(Stored data entries)
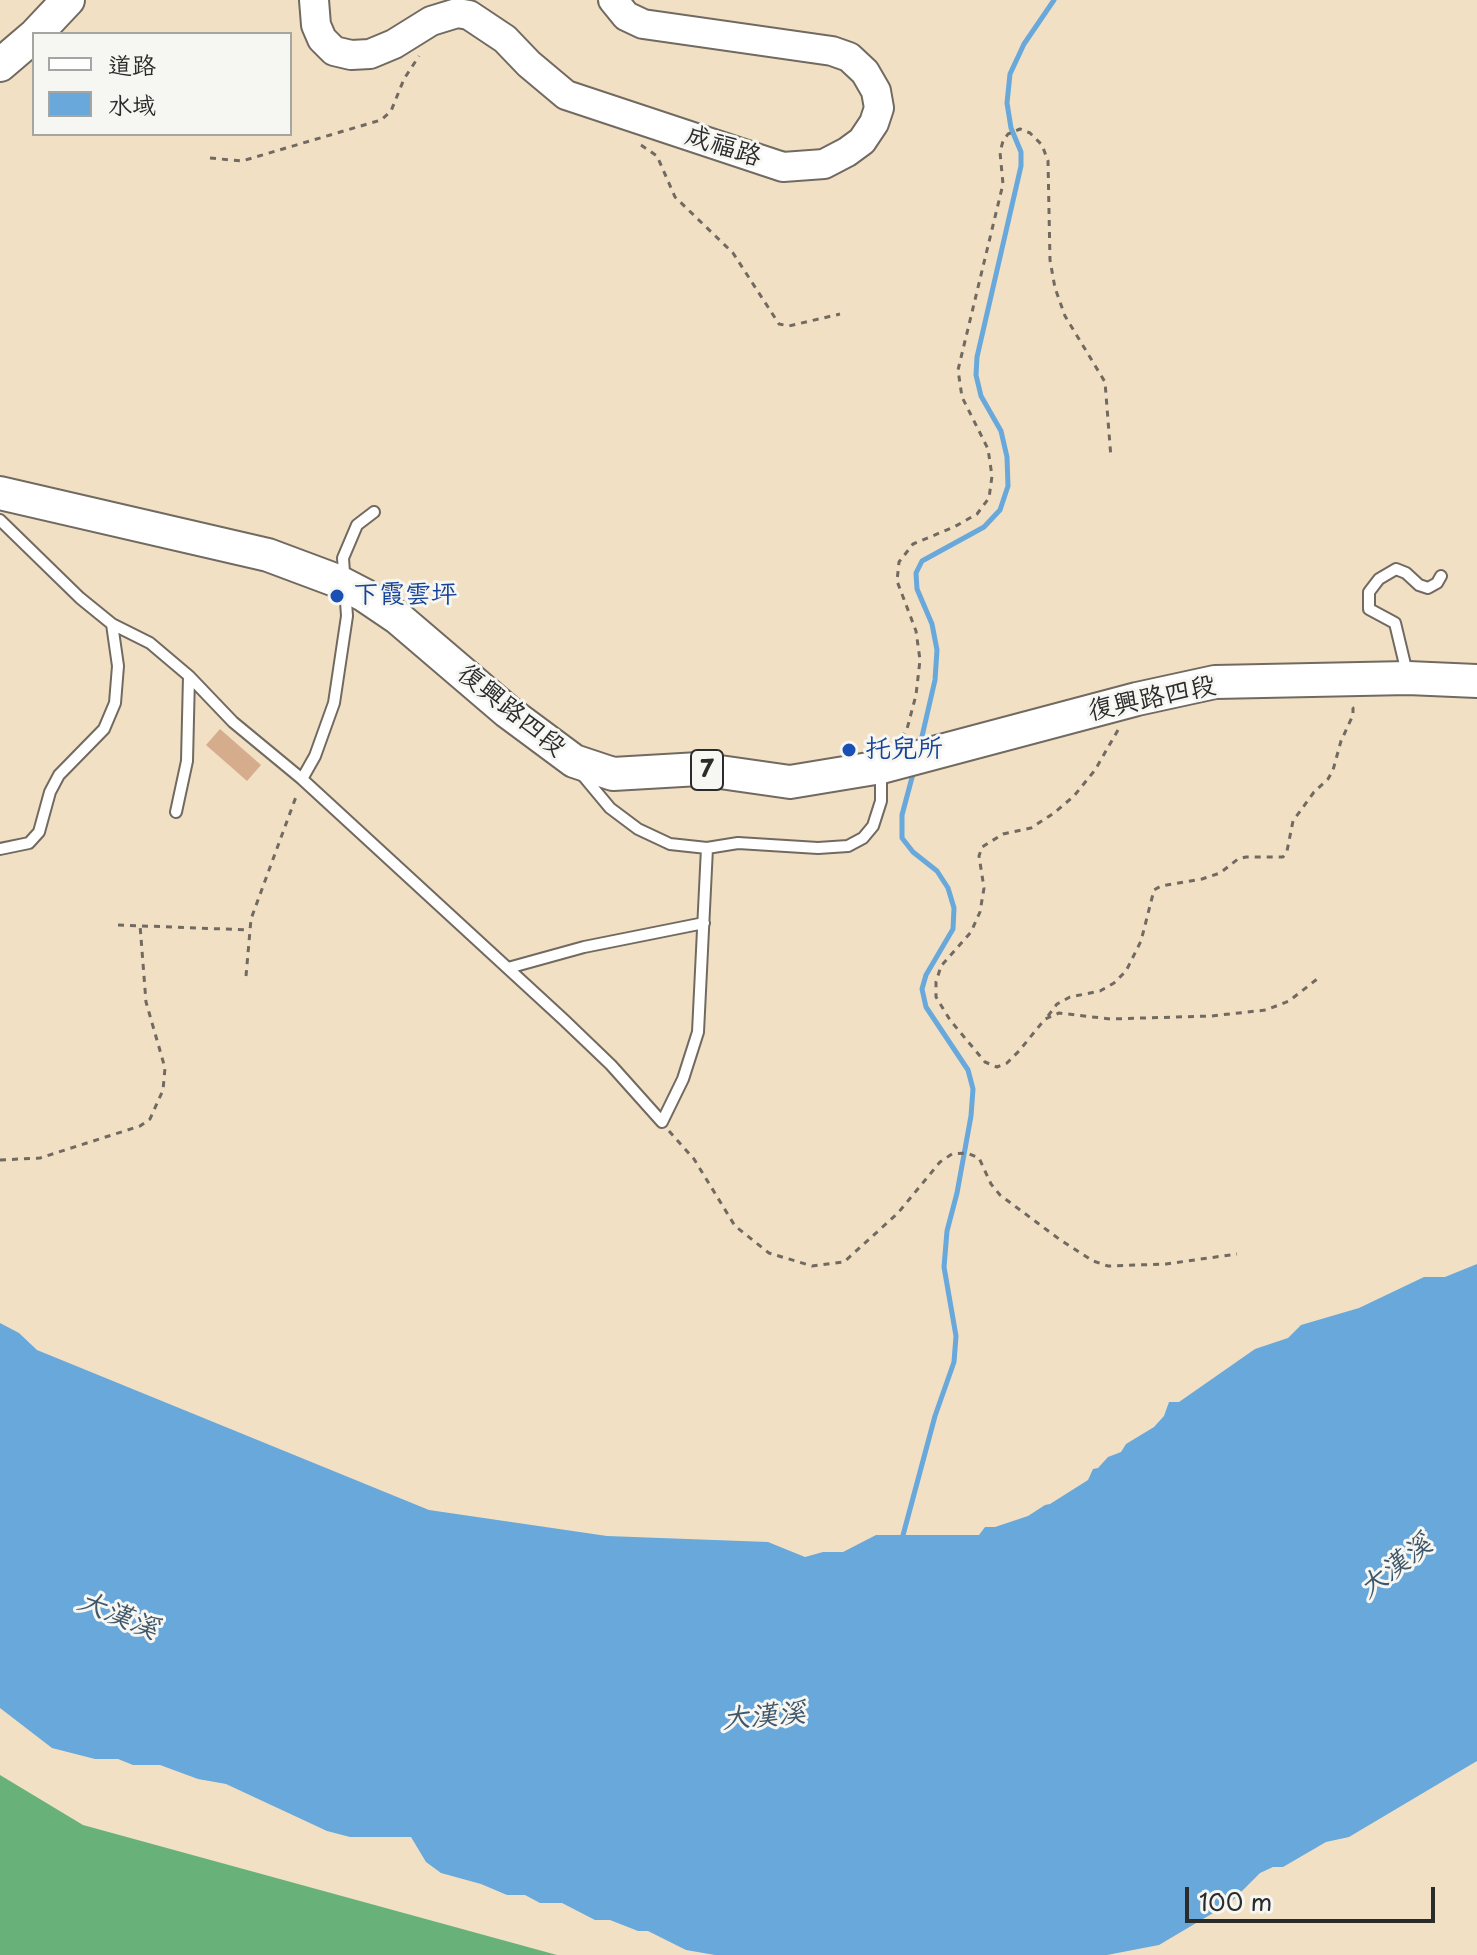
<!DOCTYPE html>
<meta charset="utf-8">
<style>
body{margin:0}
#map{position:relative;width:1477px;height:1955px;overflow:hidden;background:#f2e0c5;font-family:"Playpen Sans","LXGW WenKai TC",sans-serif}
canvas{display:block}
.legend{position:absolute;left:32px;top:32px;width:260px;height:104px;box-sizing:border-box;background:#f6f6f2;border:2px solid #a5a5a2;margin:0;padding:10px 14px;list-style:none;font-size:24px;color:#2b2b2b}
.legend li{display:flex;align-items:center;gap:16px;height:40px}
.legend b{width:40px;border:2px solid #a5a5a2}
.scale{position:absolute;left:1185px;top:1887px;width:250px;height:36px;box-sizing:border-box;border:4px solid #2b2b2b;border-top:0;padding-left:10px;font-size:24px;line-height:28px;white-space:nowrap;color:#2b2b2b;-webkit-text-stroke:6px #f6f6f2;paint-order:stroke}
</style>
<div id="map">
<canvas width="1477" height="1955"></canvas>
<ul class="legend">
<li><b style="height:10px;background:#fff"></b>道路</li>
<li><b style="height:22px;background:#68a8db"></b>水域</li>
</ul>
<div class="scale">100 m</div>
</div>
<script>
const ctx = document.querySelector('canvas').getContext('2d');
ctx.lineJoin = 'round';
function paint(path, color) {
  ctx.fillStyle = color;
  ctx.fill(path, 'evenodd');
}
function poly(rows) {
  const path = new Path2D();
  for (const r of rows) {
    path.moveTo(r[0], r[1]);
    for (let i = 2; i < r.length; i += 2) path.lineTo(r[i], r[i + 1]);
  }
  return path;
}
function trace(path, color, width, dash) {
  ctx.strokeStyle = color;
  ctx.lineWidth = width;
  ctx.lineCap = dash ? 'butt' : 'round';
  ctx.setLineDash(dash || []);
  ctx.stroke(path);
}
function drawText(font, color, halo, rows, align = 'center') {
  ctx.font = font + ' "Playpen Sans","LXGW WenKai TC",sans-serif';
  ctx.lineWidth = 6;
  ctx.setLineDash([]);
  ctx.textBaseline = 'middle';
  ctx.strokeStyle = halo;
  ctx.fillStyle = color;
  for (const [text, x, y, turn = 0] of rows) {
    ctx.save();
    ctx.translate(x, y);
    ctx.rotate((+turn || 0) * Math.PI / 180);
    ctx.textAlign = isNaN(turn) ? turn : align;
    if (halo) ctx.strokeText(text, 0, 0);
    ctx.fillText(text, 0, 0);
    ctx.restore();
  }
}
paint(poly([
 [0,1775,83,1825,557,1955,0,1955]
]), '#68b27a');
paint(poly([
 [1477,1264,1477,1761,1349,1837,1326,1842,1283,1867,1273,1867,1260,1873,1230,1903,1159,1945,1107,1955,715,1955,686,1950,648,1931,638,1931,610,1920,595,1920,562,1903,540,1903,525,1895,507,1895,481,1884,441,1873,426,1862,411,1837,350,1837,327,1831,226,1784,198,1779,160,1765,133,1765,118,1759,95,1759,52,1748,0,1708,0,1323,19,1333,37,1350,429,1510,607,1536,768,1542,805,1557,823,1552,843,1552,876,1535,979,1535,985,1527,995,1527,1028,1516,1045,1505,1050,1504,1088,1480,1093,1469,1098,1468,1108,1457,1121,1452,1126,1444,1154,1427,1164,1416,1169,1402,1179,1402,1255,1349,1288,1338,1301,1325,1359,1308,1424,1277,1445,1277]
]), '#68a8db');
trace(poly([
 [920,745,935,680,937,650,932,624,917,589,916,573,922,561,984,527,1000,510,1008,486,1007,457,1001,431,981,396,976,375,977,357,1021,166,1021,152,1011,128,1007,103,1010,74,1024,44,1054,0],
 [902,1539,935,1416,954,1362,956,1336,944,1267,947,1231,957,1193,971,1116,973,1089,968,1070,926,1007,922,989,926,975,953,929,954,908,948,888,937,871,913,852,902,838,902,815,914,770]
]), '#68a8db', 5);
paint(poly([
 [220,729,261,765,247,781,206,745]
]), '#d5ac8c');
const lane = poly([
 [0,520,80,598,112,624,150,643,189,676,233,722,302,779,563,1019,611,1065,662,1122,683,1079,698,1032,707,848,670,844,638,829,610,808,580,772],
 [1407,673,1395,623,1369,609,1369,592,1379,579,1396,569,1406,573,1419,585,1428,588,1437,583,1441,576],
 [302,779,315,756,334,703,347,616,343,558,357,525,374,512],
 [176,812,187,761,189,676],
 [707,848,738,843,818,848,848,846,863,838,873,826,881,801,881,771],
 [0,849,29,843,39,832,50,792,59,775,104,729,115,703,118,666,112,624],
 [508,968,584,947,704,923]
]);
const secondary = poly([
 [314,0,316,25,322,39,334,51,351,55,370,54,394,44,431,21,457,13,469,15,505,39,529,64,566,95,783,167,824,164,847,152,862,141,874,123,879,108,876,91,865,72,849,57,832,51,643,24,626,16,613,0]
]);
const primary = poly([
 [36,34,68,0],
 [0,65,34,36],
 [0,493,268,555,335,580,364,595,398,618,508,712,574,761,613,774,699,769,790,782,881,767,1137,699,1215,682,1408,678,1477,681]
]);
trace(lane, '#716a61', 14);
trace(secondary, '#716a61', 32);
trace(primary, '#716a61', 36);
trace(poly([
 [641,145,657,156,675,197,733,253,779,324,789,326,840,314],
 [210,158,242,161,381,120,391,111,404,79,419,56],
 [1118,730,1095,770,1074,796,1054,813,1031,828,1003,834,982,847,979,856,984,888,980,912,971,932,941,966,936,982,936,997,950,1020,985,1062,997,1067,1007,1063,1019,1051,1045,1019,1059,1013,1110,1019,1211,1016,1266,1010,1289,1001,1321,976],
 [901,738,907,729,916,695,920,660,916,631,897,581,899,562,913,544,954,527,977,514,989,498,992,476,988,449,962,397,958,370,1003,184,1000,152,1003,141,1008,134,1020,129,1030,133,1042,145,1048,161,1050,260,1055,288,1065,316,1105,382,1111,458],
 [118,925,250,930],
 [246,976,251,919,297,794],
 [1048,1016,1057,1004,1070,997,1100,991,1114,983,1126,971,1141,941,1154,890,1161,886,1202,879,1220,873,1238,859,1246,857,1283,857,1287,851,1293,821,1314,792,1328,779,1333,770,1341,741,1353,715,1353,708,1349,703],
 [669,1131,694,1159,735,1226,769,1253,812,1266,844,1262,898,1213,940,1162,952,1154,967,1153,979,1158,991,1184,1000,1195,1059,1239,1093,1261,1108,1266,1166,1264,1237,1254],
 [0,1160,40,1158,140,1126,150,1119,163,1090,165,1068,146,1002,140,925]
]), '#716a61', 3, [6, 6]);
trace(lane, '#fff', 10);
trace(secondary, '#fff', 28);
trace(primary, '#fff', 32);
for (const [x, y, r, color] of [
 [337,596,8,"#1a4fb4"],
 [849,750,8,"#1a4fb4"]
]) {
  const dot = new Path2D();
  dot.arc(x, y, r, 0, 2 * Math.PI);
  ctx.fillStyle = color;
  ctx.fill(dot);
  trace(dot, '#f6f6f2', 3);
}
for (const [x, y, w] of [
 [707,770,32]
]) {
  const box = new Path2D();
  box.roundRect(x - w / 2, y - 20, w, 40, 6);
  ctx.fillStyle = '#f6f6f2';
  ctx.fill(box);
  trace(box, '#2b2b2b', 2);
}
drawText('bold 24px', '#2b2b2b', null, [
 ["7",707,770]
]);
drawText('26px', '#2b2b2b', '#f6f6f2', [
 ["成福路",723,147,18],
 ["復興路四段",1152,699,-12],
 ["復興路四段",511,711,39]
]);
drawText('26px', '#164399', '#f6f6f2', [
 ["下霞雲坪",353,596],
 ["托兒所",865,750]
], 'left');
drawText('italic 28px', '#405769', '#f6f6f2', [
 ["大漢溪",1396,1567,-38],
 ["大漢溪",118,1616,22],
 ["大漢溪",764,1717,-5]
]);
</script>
--
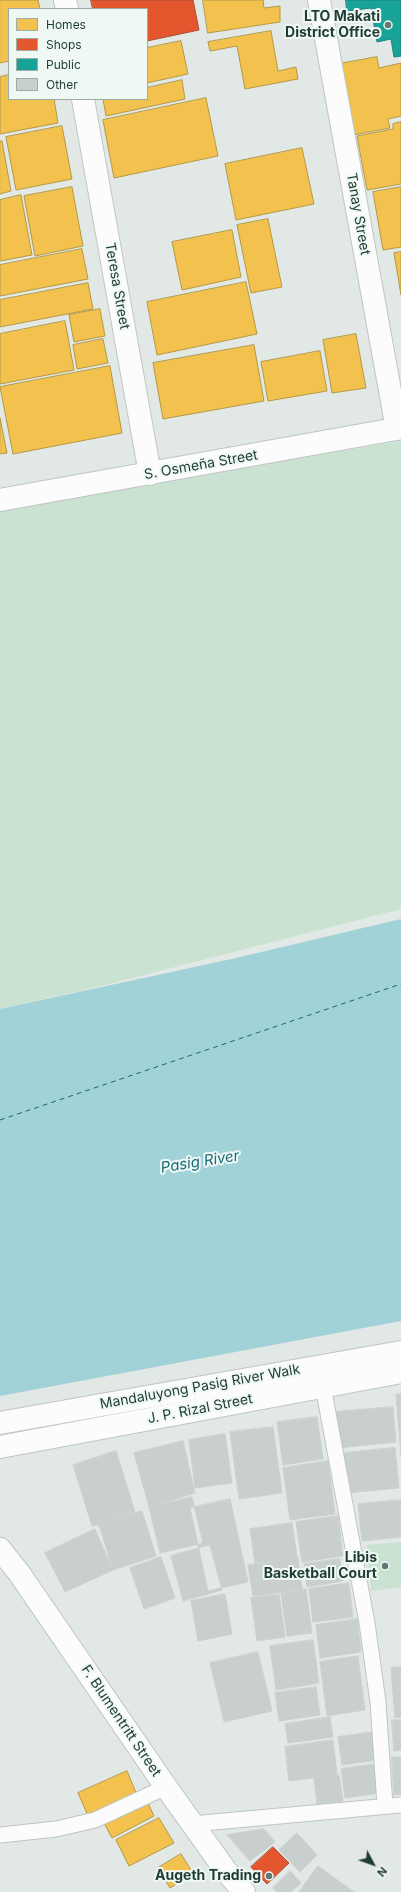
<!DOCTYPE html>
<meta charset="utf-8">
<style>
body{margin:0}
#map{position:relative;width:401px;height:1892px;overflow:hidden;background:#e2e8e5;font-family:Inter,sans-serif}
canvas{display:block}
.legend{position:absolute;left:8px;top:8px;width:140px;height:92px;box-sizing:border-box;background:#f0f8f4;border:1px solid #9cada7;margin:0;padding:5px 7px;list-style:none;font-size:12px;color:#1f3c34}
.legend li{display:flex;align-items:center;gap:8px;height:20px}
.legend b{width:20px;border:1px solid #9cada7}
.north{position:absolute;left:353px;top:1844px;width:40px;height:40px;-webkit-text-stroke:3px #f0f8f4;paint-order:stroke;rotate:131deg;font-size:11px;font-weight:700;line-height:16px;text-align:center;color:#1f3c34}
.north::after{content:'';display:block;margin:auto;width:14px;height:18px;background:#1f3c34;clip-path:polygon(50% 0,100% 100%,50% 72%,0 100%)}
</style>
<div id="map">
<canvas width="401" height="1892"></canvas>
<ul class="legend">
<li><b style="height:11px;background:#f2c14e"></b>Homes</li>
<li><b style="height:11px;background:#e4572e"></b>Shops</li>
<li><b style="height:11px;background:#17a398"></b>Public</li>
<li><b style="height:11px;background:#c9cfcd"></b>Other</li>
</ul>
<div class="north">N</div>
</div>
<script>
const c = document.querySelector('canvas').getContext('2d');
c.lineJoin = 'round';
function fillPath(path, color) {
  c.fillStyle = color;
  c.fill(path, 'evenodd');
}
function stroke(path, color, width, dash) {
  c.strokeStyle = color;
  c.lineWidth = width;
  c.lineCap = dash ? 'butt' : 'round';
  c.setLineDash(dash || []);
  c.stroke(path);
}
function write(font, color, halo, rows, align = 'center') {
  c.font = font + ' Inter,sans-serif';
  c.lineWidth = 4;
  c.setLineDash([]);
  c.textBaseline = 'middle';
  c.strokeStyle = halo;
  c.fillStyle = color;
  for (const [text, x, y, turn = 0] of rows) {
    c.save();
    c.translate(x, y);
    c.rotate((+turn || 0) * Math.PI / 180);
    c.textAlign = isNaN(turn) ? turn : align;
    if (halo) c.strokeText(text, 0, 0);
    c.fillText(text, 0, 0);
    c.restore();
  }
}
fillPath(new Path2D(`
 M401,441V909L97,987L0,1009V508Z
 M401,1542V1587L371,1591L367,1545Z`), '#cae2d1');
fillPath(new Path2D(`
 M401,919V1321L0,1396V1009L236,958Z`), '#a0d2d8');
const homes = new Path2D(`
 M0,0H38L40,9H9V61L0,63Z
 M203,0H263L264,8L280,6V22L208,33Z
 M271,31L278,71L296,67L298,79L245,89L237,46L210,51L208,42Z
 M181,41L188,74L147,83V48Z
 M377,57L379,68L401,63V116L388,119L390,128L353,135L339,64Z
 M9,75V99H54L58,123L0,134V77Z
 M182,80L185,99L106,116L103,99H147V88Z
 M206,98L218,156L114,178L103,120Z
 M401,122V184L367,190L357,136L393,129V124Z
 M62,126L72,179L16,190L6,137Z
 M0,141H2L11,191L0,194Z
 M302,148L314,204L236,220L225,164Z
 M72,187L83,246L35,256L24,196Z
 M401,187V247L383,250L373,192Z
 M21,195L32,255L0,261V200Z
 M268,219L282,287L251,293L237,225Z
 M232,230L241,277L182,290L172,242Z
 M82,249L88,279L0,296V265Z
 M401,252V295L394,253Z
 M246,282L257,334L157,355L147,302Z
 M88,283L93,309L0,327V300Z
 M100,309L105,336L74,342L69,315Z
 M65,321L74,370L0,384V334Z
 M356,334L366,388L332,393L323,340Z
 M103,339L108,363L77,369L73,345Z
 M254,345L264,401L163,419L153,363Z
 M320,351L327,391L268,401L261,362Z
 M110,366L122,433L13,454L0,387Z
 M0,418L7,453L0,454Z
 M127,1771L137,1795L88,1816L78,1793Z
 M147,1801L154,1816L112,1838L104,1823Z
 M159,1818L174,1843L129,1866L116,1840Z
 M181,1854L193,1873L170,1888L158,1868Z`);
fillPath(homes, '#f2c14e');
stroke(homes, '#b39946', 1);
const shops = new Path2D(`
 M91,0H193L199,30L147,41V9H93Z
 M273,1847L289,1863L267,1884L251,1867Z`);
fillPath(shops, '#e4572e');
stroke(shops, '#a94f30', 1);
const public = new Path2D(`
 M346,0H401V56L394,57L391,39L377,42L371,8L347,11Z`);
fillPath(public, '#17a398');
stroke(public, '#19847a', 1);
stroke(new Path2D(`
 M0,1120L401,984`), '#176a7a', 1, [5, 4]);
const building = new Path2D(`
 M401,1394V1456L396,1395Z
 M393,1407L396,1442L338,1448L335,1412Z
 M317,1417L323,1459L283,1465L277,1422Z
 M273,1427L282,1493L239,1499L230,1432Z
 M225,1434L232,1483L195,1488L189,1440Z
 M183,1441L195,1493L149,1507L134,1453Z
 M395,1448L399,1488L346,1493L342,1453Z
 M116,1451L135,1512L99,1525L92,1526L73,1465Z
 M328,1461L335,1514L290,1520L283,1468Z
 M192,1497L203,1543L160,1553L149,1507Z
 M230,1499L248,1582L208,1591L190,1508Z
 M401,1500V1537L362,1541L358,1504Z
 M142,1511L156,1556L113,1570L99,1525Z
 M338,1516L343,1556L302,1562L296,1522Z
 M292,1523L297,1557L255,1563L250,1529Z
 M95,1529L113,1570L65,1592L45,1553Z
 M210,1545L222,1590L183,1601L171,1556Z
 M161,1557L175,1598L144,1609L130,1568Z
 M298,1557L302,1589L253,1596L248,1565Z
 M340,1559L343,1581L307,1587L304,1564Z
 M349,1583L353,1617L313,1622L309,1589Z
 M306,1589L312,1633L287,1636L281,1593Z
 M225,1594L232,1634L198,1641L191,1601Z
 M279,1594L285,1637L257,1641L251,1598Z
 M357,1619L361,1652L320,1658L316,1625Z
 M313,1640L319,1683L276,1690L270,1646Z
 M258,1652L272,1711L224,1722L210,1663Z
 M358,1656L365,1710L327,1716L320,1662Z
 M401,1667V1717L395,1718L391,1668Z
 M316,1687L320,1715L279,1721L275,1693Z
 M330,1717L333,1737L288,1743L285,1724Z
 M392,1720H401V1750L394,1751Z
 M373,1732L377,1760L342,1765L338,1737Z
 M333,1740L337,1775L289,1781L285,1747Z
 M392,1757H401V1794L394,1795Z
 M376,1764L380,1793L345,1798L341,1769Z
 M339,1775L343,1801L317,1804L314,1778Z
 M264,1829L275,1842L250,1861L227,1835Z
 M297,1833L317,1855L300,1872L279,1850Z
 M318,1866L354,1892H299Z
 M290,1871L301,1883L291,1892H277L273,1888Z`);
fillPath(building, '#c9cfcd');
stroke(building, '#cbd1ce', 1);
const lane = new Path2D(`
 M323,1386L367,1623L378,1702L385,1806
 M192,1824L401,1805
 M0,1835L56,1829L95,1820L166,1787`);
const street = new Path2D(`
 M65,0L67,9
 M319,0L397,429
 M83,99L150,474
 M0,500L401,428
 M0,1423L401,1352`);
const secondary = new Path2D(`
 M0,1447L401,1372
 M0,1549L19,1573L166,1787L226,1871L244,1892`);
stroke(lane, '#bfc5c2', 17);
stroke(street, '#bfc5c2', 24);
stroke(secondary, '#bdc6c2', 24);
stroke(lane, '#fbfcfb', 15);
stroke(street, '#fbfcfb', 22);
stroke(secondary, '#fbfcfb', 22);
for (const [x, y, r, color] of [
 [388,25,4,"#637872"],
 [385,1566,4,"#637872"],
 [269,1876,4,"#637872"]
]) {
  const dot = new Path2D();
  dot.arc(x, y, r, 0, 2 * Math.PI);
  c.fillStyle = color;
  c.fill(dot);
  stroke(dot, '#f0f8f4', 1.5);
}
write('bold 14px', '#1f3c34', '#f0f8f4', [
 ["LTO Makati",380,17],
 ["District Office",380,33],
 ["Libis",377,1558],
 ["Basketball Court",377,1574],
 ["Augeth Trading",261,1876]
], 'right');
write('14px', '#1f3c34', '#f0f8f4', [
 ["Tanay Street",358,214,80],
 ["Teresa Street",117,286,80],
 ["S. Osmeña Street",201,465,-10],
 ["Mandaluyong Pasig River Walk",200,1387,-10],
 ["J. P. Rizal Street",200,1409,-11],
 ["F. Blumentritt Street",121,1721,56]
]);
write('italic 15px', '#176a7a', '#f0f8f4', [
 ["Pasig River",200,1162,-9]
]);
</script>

**Exercise objective**
Search the entries for "strokeText" and copy out each line that has it.

**Answer for this exercise**
    if (halo) ctx.strokeText(text, 0, 0);
    if (halo) c.strokeText(text, 0, 0);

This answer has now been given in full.